In a production method using a continuous furnace, the stacked body is heated while being conveyed. The conveyance speed of the stacked body may be constant or may be changed partway. Also, the conveyance of the stacked body may be stopped partway through as necessary. Also, the conveyance path may be straight or may be bent. Also, the conveyance path may be flat or may be a sloped path (uphill or downhill). It is favorable for the conveyance path to be straight and flat. When straight and flat, shifting of the stacked structure of the stacked body can be suppressed.


The production method that uses the continuous furnace includes the three processes of a temperature raising process, a thermal bonding process, and a temperature lowering process. The temperature raising process is a process of raising the temperature of the stacked body to the bonding temperature. The thermal bonding process is a process of maintaining the stacked body at the bonding temperature. The temperature lowering process is a process of lowering the temperature of the stacked body from the bonding temperature.


The temperature raising process is a process of heating the stacked body from 200° C. to the bonding temperature. In the temperature raising process, the average temperature raising rate of the stacked body is not less than 15° C./min. The average value of the temperature raising rate of the stacked body from 200° C. to the bonding temperature is the average temperature raising rate. By setting a fast average temperature raising rate of not less than 15° C./min, the temperature rise time can be shortened. Also, the temperature raising rate may be constant or may be changed partway. Also, the temperature raising process may be performed in an inert atmosphere.


In a batch furnace, the process of pulling a vacuum takes time. Also, in a batch furnace, the temperature raising rate is about 1 to 3° C./min because the temperature is raised after placing the stacked body in an airtight space. Therefore, it cannot be said that the suitability for mass production is excellent. Also, the time to pull a vacuum lengthens as the airtight space of the batch furnace is enlarged. In this respect as well, the improvement of the suitability for mass production has been limited in methods using batch furnaces.


The time of the temperature raising process can be reduced by setting the average temperature raising rate of the stacked body from 200° C. to the bonding temperature to be not less than 15° C./min. Also, by performing in an inert atmosphere, an evacuation process is unnecessary. In this respect as well, the time can be reduced.


The effect of the time reduction is insufficient when the average temperature raising rate is less than 15° C./min. Also, the conveyance distance lengthens when the temperature raising rate is low while conveying the stacked body.
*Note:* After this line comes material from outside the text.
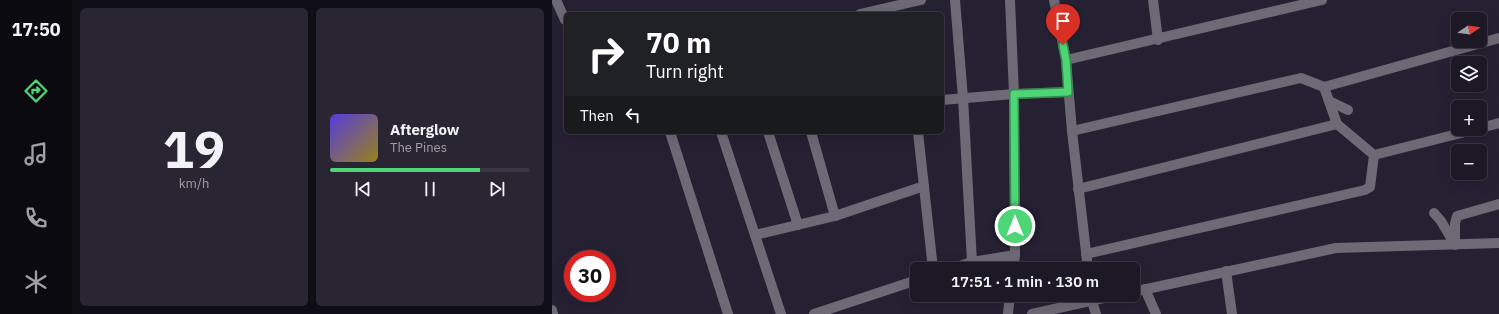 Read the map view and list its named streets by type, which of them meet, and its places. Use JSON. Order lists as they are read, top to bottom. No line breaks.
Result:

A long conveyance distance may result in a larger apparatus. Therefore, an average temperature raising rate of not less than 15° C./min is effective. Although not particularly limited, it is favorable for the upper limit of the average temperature raising rate to be not more than 100° C./min. When the average temperature raising rate is greater than 100° C./min, there is a possibility that the heat transferred to the stacked body may fluctuate. Fluctuation in the heat transferred to the stacked body causes fluctuation in the bondability. Fluctuation of the bondability may cause discrepancies of the bonding strength, warp, etc. It is therefore favorable for the average temperature raising rate to be within the range of not less than 15° C./min and not more than 100° C./min, or even not less than 20° C./min and not more than 70° C./min. Also, it is more favorable for the average temperature raising rate to be within the range of not less than 30° C./min and not more than 70° C./min.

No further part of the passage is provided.